(Stored data entries)
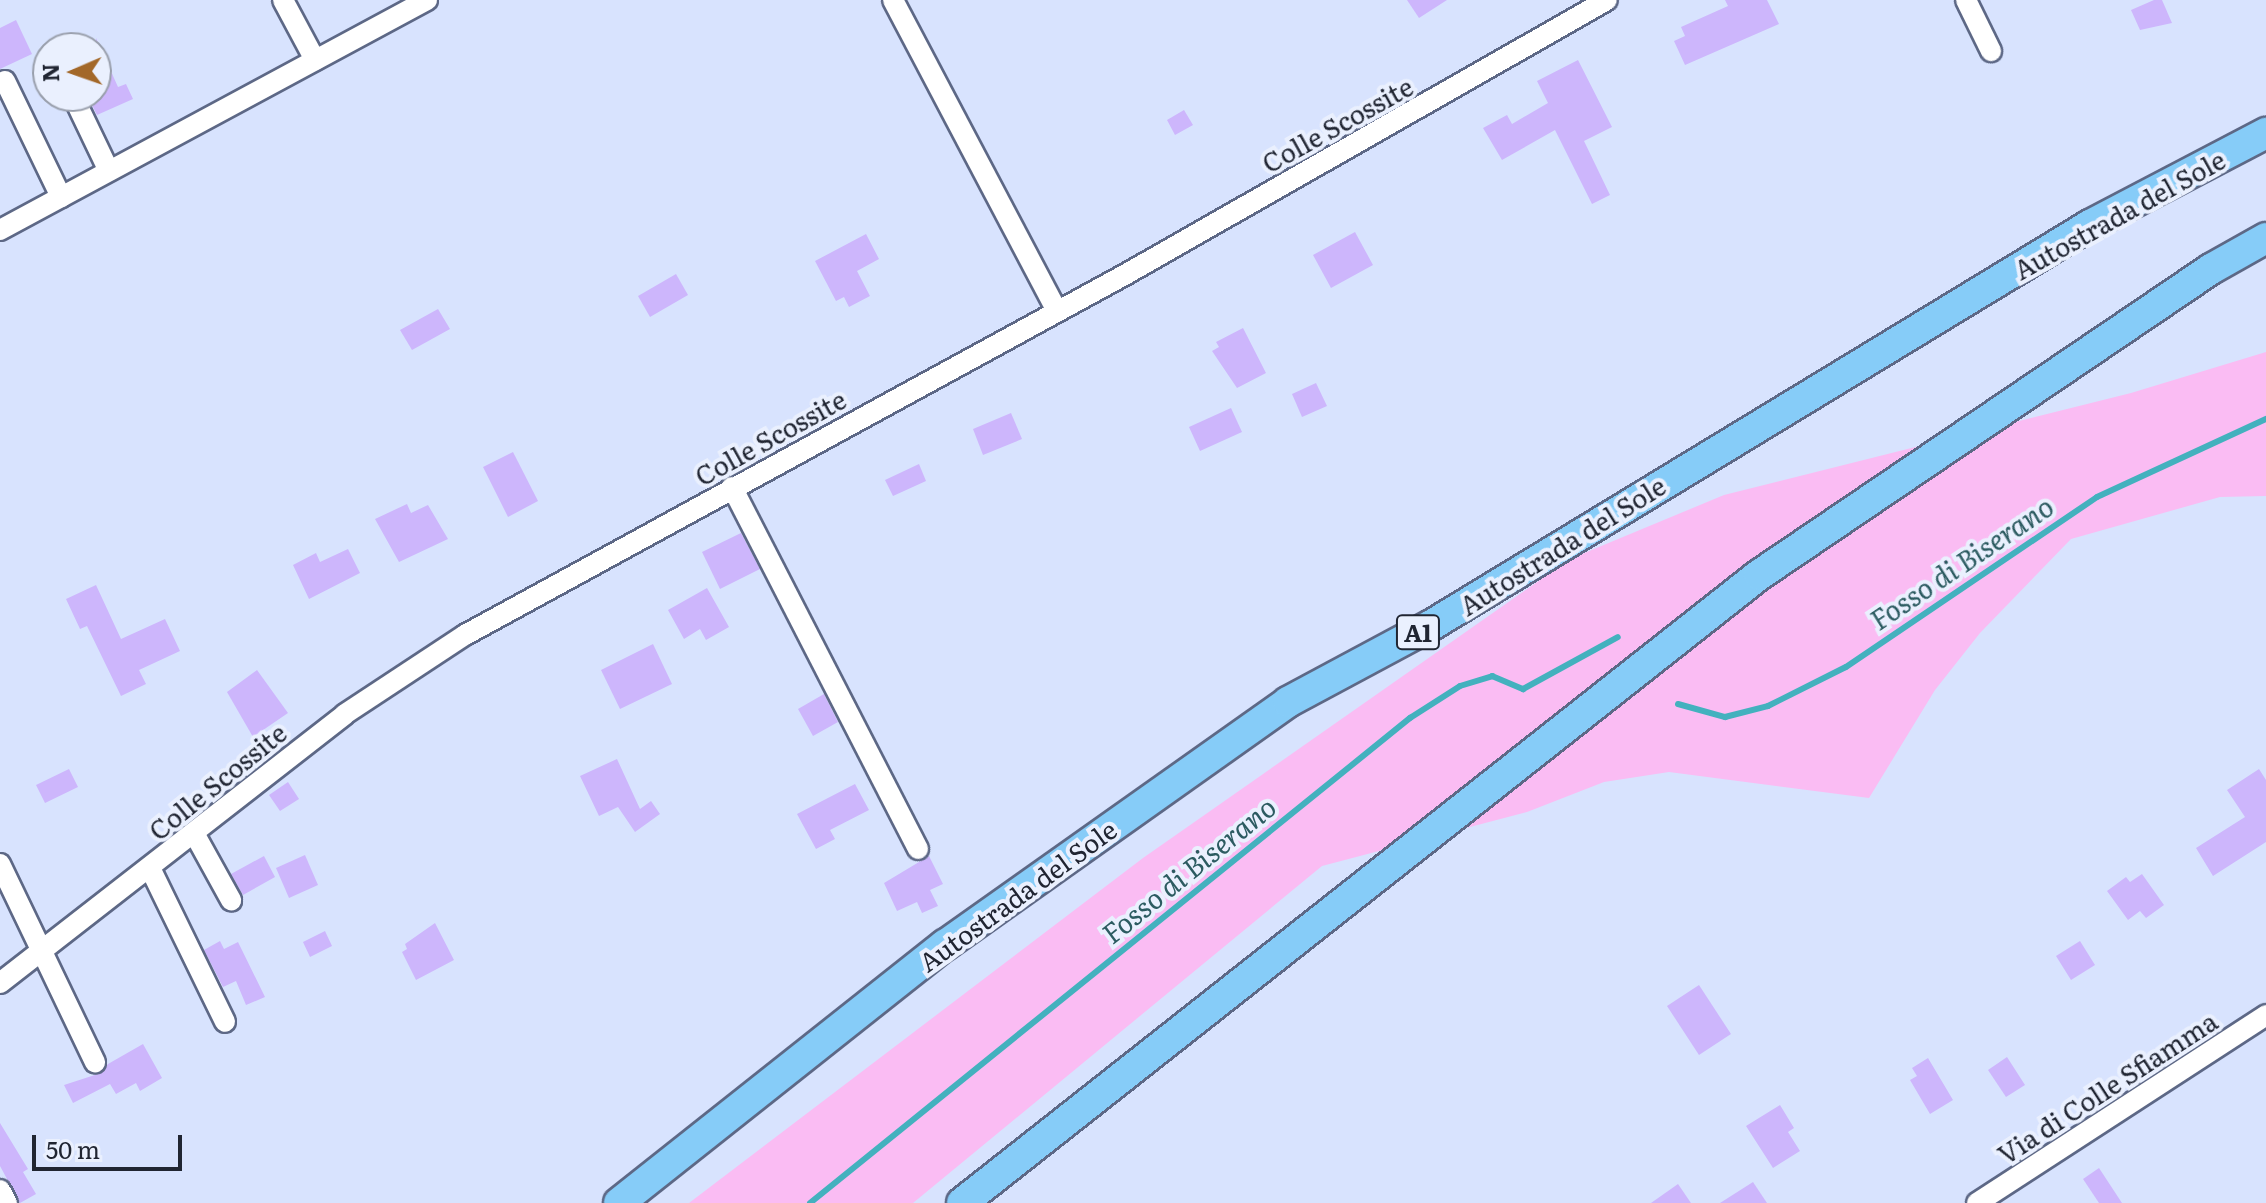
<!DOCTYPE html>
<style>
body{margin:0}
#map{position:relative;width:2266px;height:1203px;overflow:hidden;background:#d8e3fe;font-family:Literata,serif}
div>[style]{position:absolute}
.green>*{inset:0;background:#fabcf3}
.stream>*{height:6px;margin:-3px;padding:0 3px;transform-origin:3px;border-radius:3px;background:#43b1be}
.building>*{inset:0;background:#cdb6fc}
.roads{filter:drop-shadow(2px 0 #5d6886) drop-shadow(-2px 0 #5d6886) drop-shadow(0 2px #5d6886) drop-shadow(0 -2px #5d6886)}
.minor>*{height:20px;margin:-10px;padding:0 10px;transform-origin:10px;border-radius:10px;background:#fff}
.highway>*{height:30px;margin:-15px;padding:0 15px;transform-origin:15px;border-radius:15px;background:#86ccf8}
span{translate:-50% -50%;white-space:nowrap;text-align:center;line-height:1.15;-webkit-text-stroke:8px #eaf0fe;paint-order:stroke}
.shield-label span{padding:2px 6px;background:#eaf0fe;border:2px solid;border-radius:6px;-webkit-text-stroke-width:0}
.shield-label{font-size:24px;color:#202532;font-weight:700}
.street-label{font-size:26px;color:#202532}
.water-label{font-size:28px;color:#2c5b61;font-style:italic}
.north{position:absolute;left:32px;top:32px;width:80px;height:80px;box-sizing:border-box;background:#eaf0fe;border:2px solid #999fac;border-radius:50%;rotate:268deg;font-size:22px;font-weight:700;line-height:32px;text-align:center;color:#202532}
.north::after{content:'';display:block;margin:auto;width:28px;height:36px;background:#a36829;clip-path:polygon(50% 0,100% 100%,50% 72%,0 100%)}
.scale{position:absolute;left:32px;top:1135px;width:150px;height:36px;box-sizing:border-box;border:4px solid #202532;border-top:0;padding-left:10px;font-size:24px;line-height:28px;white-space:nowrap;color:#202532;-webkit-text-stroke:6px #eaf0fe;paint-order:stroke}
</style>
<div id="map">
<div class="green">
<div style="clip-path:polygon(2266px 352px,2266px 496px,2220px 497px,2071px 539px,1980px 633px,1935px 690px,1869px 798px,1669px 772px,1604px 782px,1527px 812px,1322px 866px,913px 1203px,689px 1203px,1143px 858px,1570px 559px,1724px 495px,2131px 393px)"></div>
</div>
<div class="stream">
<div style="left:1678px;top:704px;width:49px;rotate:15.5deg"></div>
<div style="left:1725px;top:717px;width:44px;rotate:-14.3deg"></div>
<div style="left:1768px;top:706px;width:87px;rotate:-26.6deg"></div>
<div style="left:1846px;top:667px;width:303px;rotate:-34.1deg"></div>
<div style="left:2097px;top:497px;width:186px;rotate:-24.8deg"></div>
<div style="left:810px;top:1203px;width:772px;rotate:-38.95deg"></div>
<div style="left:1410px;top:718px;width:59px;rotate:-32.6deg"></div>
<div style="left:1460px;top:686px;width:34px;rotate:-17deg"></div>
<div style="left:1492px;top:676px;width:34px;rotate:23deg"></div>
<div style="left:1523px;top:689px;width:108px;rotate:-28.7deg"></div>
</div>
<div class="building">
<div style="clip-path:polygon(1407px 0,1447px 0,1419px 18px)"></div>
<div style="clip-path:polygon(1725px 0,1767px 0,1779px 24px,1685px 65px,1674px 41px,1685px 36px,1681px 27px,1728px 6px)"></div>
<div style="clip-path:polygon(2154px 0,2162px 0,2172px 23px,2140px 30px,2131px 10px)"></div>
<div style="clip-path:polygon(16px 20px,32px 54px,0 69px,0 28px)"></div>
<div style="clip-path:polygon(96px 38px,118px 87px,126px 84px,133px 99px,97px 115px,90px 101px,96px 96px)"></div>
<div style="clip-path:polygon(1578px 60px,1612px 127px,1584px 141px,1610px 195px,1592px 204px,1555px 130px,1502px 160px,1483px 128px,1507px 115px,1512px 124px,1548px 103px,1537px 81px)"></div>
<div style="clip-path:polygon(1184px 110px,1193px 125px,1175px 135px,1167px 120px)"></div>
<div style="clip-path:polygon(1355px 232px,1373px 265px,1331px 288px,1313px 255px)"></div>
<div style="clip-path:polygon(866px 234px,879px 259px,857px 271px,870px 296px,849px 307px,844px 297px,836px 301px,815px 261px)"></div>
<div style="clip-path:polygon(676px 274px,688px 295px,650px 317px,638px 296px)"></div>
<div style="clip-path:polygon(438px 309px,450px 329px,412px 350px,400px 330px)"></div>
<div style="clip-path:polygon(1243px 328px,1266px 373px,1237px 388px,1212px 351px,1219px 347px,1216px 342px)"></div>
<div style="clip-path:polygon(1316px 383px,1327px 406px,1302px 417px,1292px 394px)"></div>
<div style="clip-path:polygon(1231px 408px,1242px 432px,1200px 451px,1189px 427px)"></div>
<div style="clip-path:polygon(1011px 413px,1022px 439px,983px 455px,973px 429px)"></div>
<div style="clip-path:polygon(513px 452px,538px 501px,508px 517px,483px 467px)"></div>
<div style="clip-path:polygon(919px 464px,926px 481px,893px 496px,885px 480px)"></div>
<div style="clip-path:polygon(407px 504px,411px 513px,428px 505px,448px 539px,399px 562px,375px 519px)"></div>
<div style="clip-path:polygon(741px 533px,760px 569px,720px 589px,702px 552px)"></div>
<div style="clip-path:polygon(348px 549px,360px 573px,309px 599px,293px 565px,316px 553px,320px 562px)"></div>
<div style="clip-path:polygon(96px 585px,121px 639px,165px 619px,180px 651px,139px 670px,146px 684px,121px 696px,87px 626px,80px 629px,66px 599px)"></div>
<div style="clip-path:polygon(707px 588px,729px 627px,706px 640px,700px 629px,684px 639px,668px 610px)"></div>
<div style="clip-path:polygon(653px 644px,672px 684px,620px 709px,601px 670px)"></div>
<div style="clip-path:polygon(257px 670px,288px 713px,253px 737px,227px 692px)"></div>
<div style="clip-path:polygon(824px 694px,838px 722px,813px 736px,798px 709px)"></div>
<div style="clip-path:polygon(617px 759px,640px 809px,651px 801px,660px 814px,635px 832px,618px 807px,599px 816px,580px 776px)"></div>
<div style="clip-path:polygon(69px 769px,78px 787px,45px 803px,36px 785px)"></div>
<div style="clip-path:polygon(2259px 769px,2266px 780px,2266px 842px,2213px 876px,2196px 848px,2245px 817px,2227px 790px)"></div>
<div style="clip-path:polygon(288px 782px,299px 799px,280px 811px,269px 795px)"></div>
<div style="clip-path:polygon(855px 784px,869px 810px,830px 830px,835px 839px,816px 849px,797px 814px)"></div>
<div style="clip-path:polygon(305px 855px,318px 885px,289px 898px,276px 868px)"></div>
<div style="clip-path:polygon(264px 856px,275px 877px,243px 895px,231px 874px)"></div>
<div style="clip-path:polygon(929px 856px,943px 884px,930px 890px,938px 906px,922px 913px,917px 902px,897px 911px,884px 883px)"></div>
<div style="clip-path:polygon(2142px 874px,2164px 905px,2146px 918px,2140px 911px,2128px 920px,2107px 891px,2126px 877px,2130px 882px)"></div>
<div style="clip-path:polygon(435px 923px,454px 960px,416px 980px,402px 952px,407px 949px,405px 944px)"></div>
<div style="clip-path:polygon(325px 931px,332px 946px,310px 957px,303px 942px)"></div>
<div style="clip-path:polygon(220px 941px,224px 949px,238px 942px,265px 997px,246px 1005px,236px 981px,223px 987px,204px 950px)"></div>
<div style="clip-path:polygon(2080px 941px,2095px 965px,2071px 980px,2056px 956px)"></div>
<div style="clip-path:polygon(1699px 985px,1731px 1034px,1699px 1055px,1667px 1006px)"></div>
<div style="clip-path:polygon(143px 1044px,162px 1078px,140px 1091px,136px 1083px,116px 1094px,110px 1084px,73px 1103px,64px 1085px,101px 1073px,108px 1064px)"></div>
<div style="clip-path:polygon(2007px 1057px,2025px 1085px,2006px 1097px,1988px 1070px)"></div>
<div style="clip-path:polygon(1928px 1058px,1953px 1100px,1930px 1114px,1910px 1080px,1917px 1076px,1912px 1068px)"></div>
<div style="clip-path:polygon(1780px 1105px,1794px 1128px,1788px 1132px,1800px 1151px,1773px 1168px,1746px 1126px)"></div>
<div style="clip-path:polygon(0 1123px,28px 1169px,23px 1172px,36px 1194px,20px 1203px,0 1166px)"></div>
<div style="clip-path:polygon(2099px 1168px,2122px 1203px,2099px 1203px,2083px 1179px)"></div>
<div style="clip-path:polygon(1753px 1182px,1767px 1203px,1720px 1203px)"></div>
<div style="clip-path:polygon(1678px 1184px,1691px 1203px,1651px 1203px)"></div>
</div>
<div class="roads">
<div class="minor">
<div style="left:283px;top:0;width:68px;rotate:61.9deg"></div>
<div style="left:893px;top:0;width:352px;rotate:62.2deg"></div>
<div style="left:1966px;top:0;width:57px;rotate:63.9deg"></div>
<div style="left:5px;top:81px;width:129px;rotate:64.2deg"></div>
<div style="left:73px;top:96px;width:83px;rotate:64.4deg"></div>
<div style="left:0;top:230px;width:485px;rotate:-28.3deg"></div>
<div style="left:732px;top:487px;width:407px;rotate:62.8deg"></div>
<div style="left:194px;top:833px;width:77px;rotate:61.1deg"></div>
<div style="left:0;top:864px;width:220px;rotate:64.4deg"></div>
<div style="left:150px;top:868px;width:171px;rotate:64deg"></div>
<div style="left:0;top:983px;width:437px;rotate:-37.9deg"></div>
<div style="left:345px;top:714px;width:144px;rotate:-33.4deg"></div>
<div style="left:465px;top:635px;width:755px;rotate:-28.63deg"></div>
<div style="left:1128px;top:273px;width:551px;rotate:-29.68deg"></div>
<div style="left:0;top:1190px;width:15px;rotate:62deg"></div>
<div style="left:1977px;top:1203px;width:345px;rotate:-33deg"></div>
</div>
<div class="highway">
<div style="left:619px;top:1203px;width:416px;rotate:-38.4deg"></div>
<div style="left:945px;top:945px;width:420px;rotate:-35.3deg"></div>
<div style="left:1288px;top:702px;width:161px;rotate:-28.2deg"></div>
<div style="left:1430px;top:626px;width:772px;rotate:-31.28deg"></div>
<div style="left:2090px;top:225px;width:199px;rotate:-27.6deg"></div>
<div style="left:962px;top:1203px;width:1015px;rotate:-38.24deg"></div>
<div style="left:1759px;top:575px;width:546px;rotate:-34.1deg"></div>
<div style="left:2211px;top:269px;width:63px;rotate:-29.4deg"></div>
</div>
</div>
<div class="shield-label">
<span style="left:1418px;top:632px">A1</span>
</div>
<div class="street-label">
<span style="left:1337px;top:124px;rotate:-29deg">Colle Scossite</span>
<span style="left:2119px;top:214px;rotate:-29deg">Autostrada del Sole</span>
<span style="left:770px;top:437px;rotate:-29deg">Colle Scossite</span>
<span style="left:1562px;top:545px;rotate:-32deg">Autostrada del Sole</span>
<span style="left:217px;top:781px;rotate:-39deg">Colle Scossite</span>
<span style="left:1017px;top:895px;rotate:-36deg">Autostrada del Sole</span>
<span style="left:2107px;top:1087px;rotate:-33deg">Via di Colle Sfiamma</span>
</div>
<div class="water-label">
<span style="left:1961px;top:562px;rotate:-34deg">Fosso di Biserano</span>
<span style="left:1188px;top:869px;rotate:-39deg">Fosso di Biserano</span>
</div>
<div class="north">N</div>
<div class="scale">50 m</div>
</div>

### HOW TO COMPLETE THIS TASK
Gather from the data above every line with the string "stream".

### RESPONSE BOX
.stream>*{height:6px;margin:-3px;padding:0 3px;transform-origin:3px;border-radius:3px;background:#43b1be}
<div class="stream">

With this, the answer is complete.